Ahmed Galal Ismail, CEO of Majid Al Futtaim – Holding, emphasized the resilience of their diversified portfolio, safeguarding overall profitability amidst challenging operational environments. Majid Al Futtaim Properties achieved a record performance, fueled by the success of UAE-based shopping malls and robust consumer confidence in developments like Tilal Al Ghaf and the newly introduced Ghaf Woods.
The property division experienced a nine percent rise in revenue to Dh3.7 billion, mainly due to the Tilal al Ghaf development and increased revenues from UAE shopping malls. Ebitda for this sector climbed by 11 percent to Dh1.9 billion. Shopping malls saw an eight percent increase in revenue and maintained a high occupancy rate of 96 percent. Hotel revenue per available room (RevPAR) increased by 18 percent, reflecting Dubai's growing status as a tourism destination.

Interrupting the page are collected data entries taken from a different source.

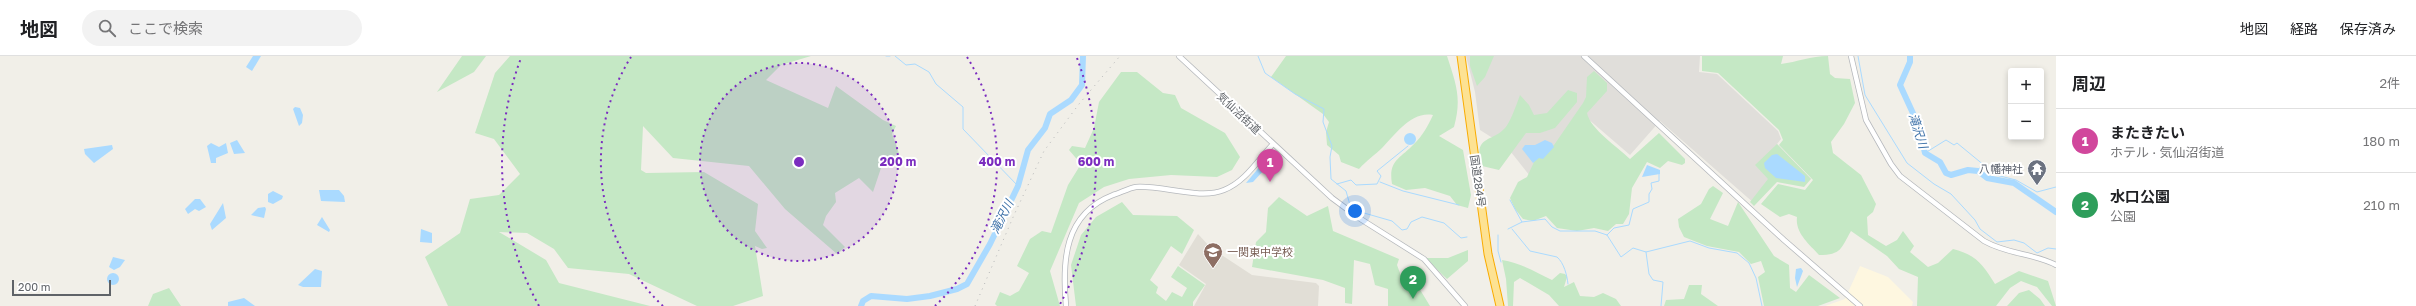 <!DOCTYPE html>
<html lang="ja">
<head>
<meta charset="utf-8">
<style>
	body { margin:0; font-family:"Golos Text","Noto Sans JP",sans-serif; background:#f2f2f2; color:#202124 }
	.controls { position:absolute; right:12px; top:12px; display:grid; overflow:hidden; border-radius:4px; box-shadow:0 2px 6px #0003 }
	.controls button { width:36px; height:36px; display:grid; place-items:center; padding:0; border:0; border-bottom:1px solid #e0e0e0; background:#fff; color:#202124; font:20px sans-serif }
	.scale { position:absolute; left:12px; bottom:10px; width:99px; box-sizing:border-box; padding-left:4px; border:2px solid #5f6368; border-top:0; font-size:11px; line-height:14px; white-space:nowrap; color:#5f6368; -webkit-text-stroke:3px #fff; paint-order:stroke }
	.you { position:absolute; left:1355px; top:155px; width:14px; height:14px; margin:-10px; border:3px solid #fff; border-radius:50%; background:#1a73e8; box-shadow:0 0 0 6px #1a73e833 }
	.badge { display:grid; place-items:center; width:26px; height:26px; border-radius:50%; background:#0b8043; color:#fff; font-size:13px; font-weight:700 }
	.pin { position:absolute; translate:-50% -33px; filter:drop-shadow(0 1px 2px #0008) }
	.pin::after { content:''; position:absolute; top:21px; width:14px; height:12px; background:inherit; clip-path:polygon(0 0,100% 0,50% 100%) }
	.list { margin:0; padding:0; list-style:none }
	h2 { display:flex; justify-content:space-between; align-items:center; height:52px; margin:0; padding:0 16px; font-size:17px }
	h2 small { font-size:13px; font-weight:400; color:#757577 }
	.list li { display:grid; grid-template-columns:26px 1fr auto; gap:12px; align-items:center; box-sizing:border-box; height:64px; padding:0 16px; border-top:1px solid #e0e0e0 }
	.list b { display:block; font-size:15px; white-space:nowrap }
	.list p { margin:0; font-size:13px; white-space:nowrap; color:#757577 }
	.list em { font-size:13px; font-style:normal; color:#757577 }
	.icon { flex:none; width:22px; height:22px; fill:none; stroke:currentColor; stroke-width:2; stroke-linecap:round; stroke-linejoin:round }
	.map { position:relative; flex:none; width:2056px; height:250px; overflow:hidden }
	header { display:flex; align-items:center; gap:24px; box-sizing:border-box; height:56px; padding:0 20px; background:#fff; border-bottom:1px solid #e0e0e0 }
	header strong { font-size:19px }
	nav { display:flex; gap:22px; margin-inline-start:auto; font-size:14px }
	.search { width:280px; height:36px; background:#f2f2f2; display:flex; align-items:center; gap:10px; box-sizing:border-box; padding:0 14px; border-radius:22px; color:#757577; font-size:15px }
	main { display:flex }
	aside { flex:1; background:#fff }
	.map>svg:first-child { display:block }
</style>
</head>
<body>
<header>
<strong>地図</strong>
<div class="search"><svg class="icon" aria-label="search" viewBox="0 0 24 24"><circle cx="10" cy="10" r="6"/><path d="M15 15l6 6"/></svg>ここで検索</div>
<nav><a>地図</a><a>経路</a><a>保存済み</a></nav>
</header>
<main>
<div class="map">
<svg width="2056" height="250" viewBox="0 0 2056 250">
	<rect width="100%" height="100%" fill="#f1efe8"/>
	<path fill="#fef7e0" d="M1860 210 1888 221 1913 246 1912 250H1825L1845 243Z"/>
	<path fill="#e0deda" d="M1466 0H1700L1699 16 1717 18 1778 75 1781 83 1777 88 1811 123 1777 124 1755 148 1660 65 1630 99 1587 62 1534 125 1507 91 1480 74 1475 36Z"/>
	<path fill="#e1ded6" d="M1198 178 1211 192 1252 219 1316 227 1319 230 1318 250H1194L1206 228 1179 209Z"/>
	<path fill="#c5e8c5" d="M462 0H486L474 16 437 36Z
		M510 0H811L781 9 766 24 828 52 836 30 883 64 896 70 892 78 899 97 883 106 873 136 859 122 835 137 836 146 826 160 823 169 845 191 837 198 785 153 749 110 673 102 643 70 641 114 646 117 704 116 758 148 755 175 767 192 762 193 755 190 763 240 733 250H697L629 218 568 212 554 193 527 177 499 176 546 204 559 227 650 250H448L425 201 460 177 470 143 499 139 520 118 494 83 475 77 495 17Z
		M1286 0H1447C1456 28 1462 42 1454 71L1439 80 1463 94 1471 139 1468 152 1457 149 1450 140 1425 132 1406 134 1392 128C1388 104 1400 103 1414 88 1422 81 1429 68 1433 59 1411 55 1396 78 1382 92 1375 99 1367 104 1359 113L1341 106 1339 99 1327 89 1326 76 1329 66 1323 58 1271 21Z
		M1470 0H1494L1485 21 1477 30 1470 10Z
		M1702 0H1783L1781 8C1797 6 1811 0 1828 0L1830 18 1835 22 1850 23 1855 47 1844 68 1831 86 1833 97 1861 119 1876 148 1873 156 1867 161 1868 179 1886 190 1897 184 1903 175 1914 190 1910 196 1928 211 1938 207 1953 193C1977 199 1983 209 1995 228L2019 215 2048 225 2056 250H2052L2037 231 2021 225 2010 232 1996 250H1917L1918 221 1899 213 1887 200 1851 175C1841 192 1842 199 1819 199 1809 188 1795 177 1797 161L1789 158 1780 161 1761 148 1778 128 1805 134 1813 124 1779 89 1783 84 1779 74 1718 17 1702 15Z
		M1594 15 1607 27V35L1587 57C1590 73 1618 91 1630 103L1659 77 1685 103V107L1682 109 1668 105 1660 112 1647 106 1632 132 1629 158 1623 168H1616L1608 175 1594 172 1577 175 1557 172 1546 160 1533 165 1523 163 1515 153 1510 142 1518 126 1527 121 1535 104 1554 89 1583 47 1586 41 1587 21Z
		M1121 16H1137L1163 37 1175 39 1181 52 1225 77 1240 101 1232 114 1217 121 1171 119 1129 123 1104 131 1079 147 1050 215 1060 250H997L995 248 1000 236 1010 240 1019 235 1029 217 1017 210 1030 183 1042 175 1051 177 1068 129 1081 108 1069 94 1072 90 1085 92 1094 72 1099 46Z
		M1568 34 1577 37V46L1555 72 1540 77H1526L1499 114 1482 110C1472 80 1492 86 1504 73 1510 68 1517 47 1520 39L1529 49 1534 59 1547 57Z
		M1777 88 1811 123 1804 131 1777 126 1754 150 1750 146 1768 123 1755 109Z
		M1713 130 1723 137 1710 163 1728 170 1738 146 1774 200 1789 209 1790 232 1796 236 1809 219 1840 242 1818 250H1764L1758 221 1765 216 1761 205 1751 208 1739 196 1707 190 1684 181 1679 171 1678 163 1701 148 1709 133Z
		M1279 141 1307 160 1328 150 1333 175 1399 203 1397 209 1406 233 1411 230 1419 232 1430 250H1388V233L1375 229 1370 208 1354 204 1352 248 1345 247V232L1323 224 1252 211 1256 186 1266 176 1268 152Z
		M1122 146 1133 159 1177 160 1194 174 1182 198 1171 190 1150 224 1158 231 1156 237 1166 245 1172 236 1182 241 1187 232 1171 221 1178 210 1205 229 1193 246V250H1076L1071 209 1081 179 1096 161Z
		M1468 194V205L1447 223 1425 202H1448Z
		M1502 204C1521 207 1535 216 1552 224L1560 217 1565 218 1567 221 1564 231 1574 226 1580 240 1594 241 1603 237 1616 243 1621 250H1559L1549 239 1520 222 1514 226 1513 250H1508L1506 223Z
		M1689 229H1702L1701 238 1718 250H1664L1666 244 1684 243Z
		M169 232 181 250H148L153 238Z
		M2029 234 2040 243 2045 250H2007L2019 237Z"/>
	<path fill="#aadaff" d="M253 0H261L252 15 246 11Z
		M295 51 300 52 303 59 302 67 299 70 293 53Z
		M1404 83a6 6 0 1 1 12 0a6 6 0 1 1-12 0Z
		M237 84 245 97 234 98 230 87Z
		M1545 84 1552 87 1554 91 1543 103 1539 102 1533 107 1522 93 1525 89H1535Z
		M211 87 219 91 226 87 228 97 216 102V107H211L207 90Z
		M112 89 113 93 94 107 85 98 84 93Z
		M1777 98 1805 120V126L1776 122 1765 112 1764 107 1772 99Z
		M1261 109 1265 113 1253 126 1246 127Z
		M1647 109 1660 114V118L1642 121Z
		M319 134H339L344 140 345 146 321 145Z
		M273 135 283 140 282 143 273 148 268 146V138Z
		M195 143H200L206 151 199 155 195 153 188 158 185 153Z
		M223 147 226 162 212 174 210 168Z
		M265 151 266 153 264 162 251 159 258 152Z
		M322 161 330 174 329 176 317 169Z
		M421 173 432 177V187L420 186Z
		M113 201 125 204 120 211 114 214 109 211Z
		M1801 212 1803 215 1797 231 1795 222 1796 213Z
		M315 213 322 215 321 231H303L298 229Z
		M107 223a6 6 0 1 1 12 0a6 6 0 1 1-12 0Z
		M244 242 255 250H228V246Z"/>
	<g fill="none" stroke-linecap="round" stroke-linejoin="round">
		<path stroke="#aadaff" stroke-width="1" d="M886 0H890
			M895 0 906 9 915 8 929 16 936 28 963 51V73L1018 130
			M1258 0 1265 17 1295 38 1324 53 1323 66 1332 90 1330 101 1331 123 1346 135 1350 149 1357 155 1392 165 1402 174 1407 173 1411 166 1422 161 1444 167 1461 182 1467 181
			M1858 0 1865 39 1907 107 1934 128 1951 138 1975 164 1980 173 1997 186 2014 184 2024 187 2037 197 2048 192 2056 193
			M1925 97 1946 84 1954 89 1957 87 1996 119 2016 124 2037 136 2056 131
			M1978 115 1981 110
			M1380 126 1403 135 1459 149
			M1337 128 1351 124 1356 129 1377 128 1381 120 1377 115 1408 90
			M1522 166 1545 163 1552 171 1560 175H1595L1607 179 1621 201 1633 192 1646 196 1690 185 1709 192 1737 197 1749 207 1756 222 1762 250
			M1508 173 1522 166 1510 144
			M1512 173 1530 195 1557 201C1564 207 1567 219 1568 228
			M1498 179V195L1501 206
			M1607 179 1614 172 1629 169 1633 153 1649 146V138L1652 133 1651 127 1659 125V118
			M1646 196 1649 218 1653 224 1663 226 1661 250"/>
		<path stroke="#aadaff" stroke-width="6" d="M1910 0V6L1900 29 1917 66 1925 97 1940 106 1946 117 1951 119 1968 114 1978 115 1987 122 2014 127 2056 156
			M861 250 863 245 871 240 907 243 930 240 957 233 967 228 990 188 1018 130 1028 94 1045 72 1050 58 1071 44 1082 29 1083 0"/>
		<g stroke="#b5b8bc" stroke-width="6">
			<path id="minor" d="M1179 0 1332 142 1359 162 1424 203 1465 250
				M1584 0 1784 184 1860 250
				M1851 0 1866 64 1891 108 1900 120 1984 185C2009 199 2033 197 2056 209
				M1066 250C1062 205 1064 158 1113 139 1120 137 1129 132 1136 131 1162 129 1200 144 1224 134 1245 126 1258 104 1273 88"/>
		</g>
		<g stroke="#f9ab00" stroke-width="9">
			<path id="highway" d="M1461 0 1488 198 1500 250"/>
		</g>
		<use href="#minor" stroke="#fff" stroke-width="4.5"/>
		<use href="#highway" stroke="#fde293" stroke-width="7"/>
		<path stroke="#b6b7b8" stroke-width="1" stroke-dasharray="1 5" stroke-linecap="butt" d="M975 250 1014 159 1044 95 1079 48 1120 0"/>
	</g>
	<circle cx="799" cy="106" r="99" fill="#7b2cbf" fill-opacity=".12"/>
	<g fill="none" stroke="#7b2cbf" stroke-width="2" stroke-dasharray="2 4">
		<circle cx="799" cy="106" r="99"/>
		<path d="M663 250A198 198 0 0 1 631 1M967 1A198 198 0 0 1 935 250"/>
		<path d="M539 250A297 297 0 0 1 521 2M1077 2A297 297 0 0 1 1059 250"/>
	</g>
	<defs>
		<g id="temple-pin" transform="scale(1)"><path d="M0 17L-7.5 6A9.5 9.5 0 1 1 7.5 6Z" fill="#6b7280" stroke="#fff"/><path d="M0-6L5-2H3V0L6.5 2.5H4V6H1.5V3h-3V6H-4V2.5H-6.5L-3 0V-2H-5Z" fill="#fff"/></g>
		<g id="school-pin" transform="scale(1)"><path d="M0 17L-7.5 6A9.5 9.5 0 1 1 7.5 6Z" fill="#8d6e63" stroke="#fff"/><path d="M0-5L7-2L0 1L-7-2ZM-4 1L0 2.5L4 1V4Q0 6-4 4Z" fill="#fff"/></g>
	</defs>
	<g fill-rule="evenodd">
		<use href="#temple-pin" x="2037" y="113"/>
		<use href="#school-pin" x="1213" y="196"/>
	</g>
	<g text-anchor="middle" stroke-width="4" stroke-linejoin="round" paint-order="stroke">
		<g font-size="11" fill="#5f6368" stroke="#fff">
			<text transform="translate(1239 57) rotate(43)" y="4">気仙沼街道</text>
			<text transform="translate(1478 125) rotate(82)" y="4">国道284号</text>
		</g>
		<g font-size="11" fill="#5b616d" stroke="#fff" text-anchor="end">
			<text x="2023" y="117">八幡神社</text>
		</g>
		<g font-size="11" fill="#785e54" stroke="#fff" text-anchor="start">
			<text x="1227" y="200">一関東中学校</text>
		</g>
		<g font-size="12" font-style="italic" fill="#4174aa" stroke="#fff">
			<text transform="translate(1918 75) rotate(72)" y="4">滝沢川</text>
			<text transform="translate(1002 161) rotate(-63)" y="4">滝沢川</text>
		</g>
	</g>
	<circle cx="799" cy="106" r="6" fill="#7b2cbf" stroke="#fff" stroke-width="2"/>
	<g font-size="12" text-anchor="middle" font-weight="bold" fill="#7b2cbf" stroke="#fff" stroke-width="4" stroke-linejoin="round" paint-order="stroke">
		<text x="898" y="110">200 m</text>
		<text x="997" y="110">400 m</text>
		<text x="1096" y="110">600 m</text>
	</g>
</svg>
<div class="controls">
<button>+</button>
<button>−</button>
</div>
<div class="scale">200 m</div>
<div class="you"></div>
<div class="pin badge" style="left:1270px;top:126px;background:#d1479c">1</div>
<div class="pin badge" style="left:1413px;top:243px;background:#2e9e5b">2</div>
</div>
<aside>
<h2>周辺<small>2件</small></h2>
<ul class="list">
<li><span class="badge" style="background:#d1479c">1</span><div><b>またきたい</b><p>ホテル · 気仙沼街道</p></div><em>180 m</em></li>
<li><span class="badge" style="background:#2e9e5b">2</span><div><b>水口公園</b><p>公園</p></div><em>210 m</em></li>
</ul>
</aside>
</main>
</body>
</html>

In June, Majid Al Futtaim launched Ghaf Woods, a unique forest-living community in Dubai, which quickly sold out its initial phase of 1,000 units. The cinemas portfolio saw a three percent increase in admissions, contributing to a 103 percent growth in Ebitda. The lifestyle business reported a 23 percent increase in revenue to Dh584 million, while retail revenue declined by 11 percent to Dh11.6 billion and Ebitda fell by 47 percent to Dh278 million, impacted by reduced consumer spending due to regional geopolitical conflicts and currency devaluations.
Majid Al Futtaim maintains a strong financial and liquidity position, supported by a balanced capital structure. Net borrowings were reduced to Dh14.6 billion, with most debt maturing after 2027.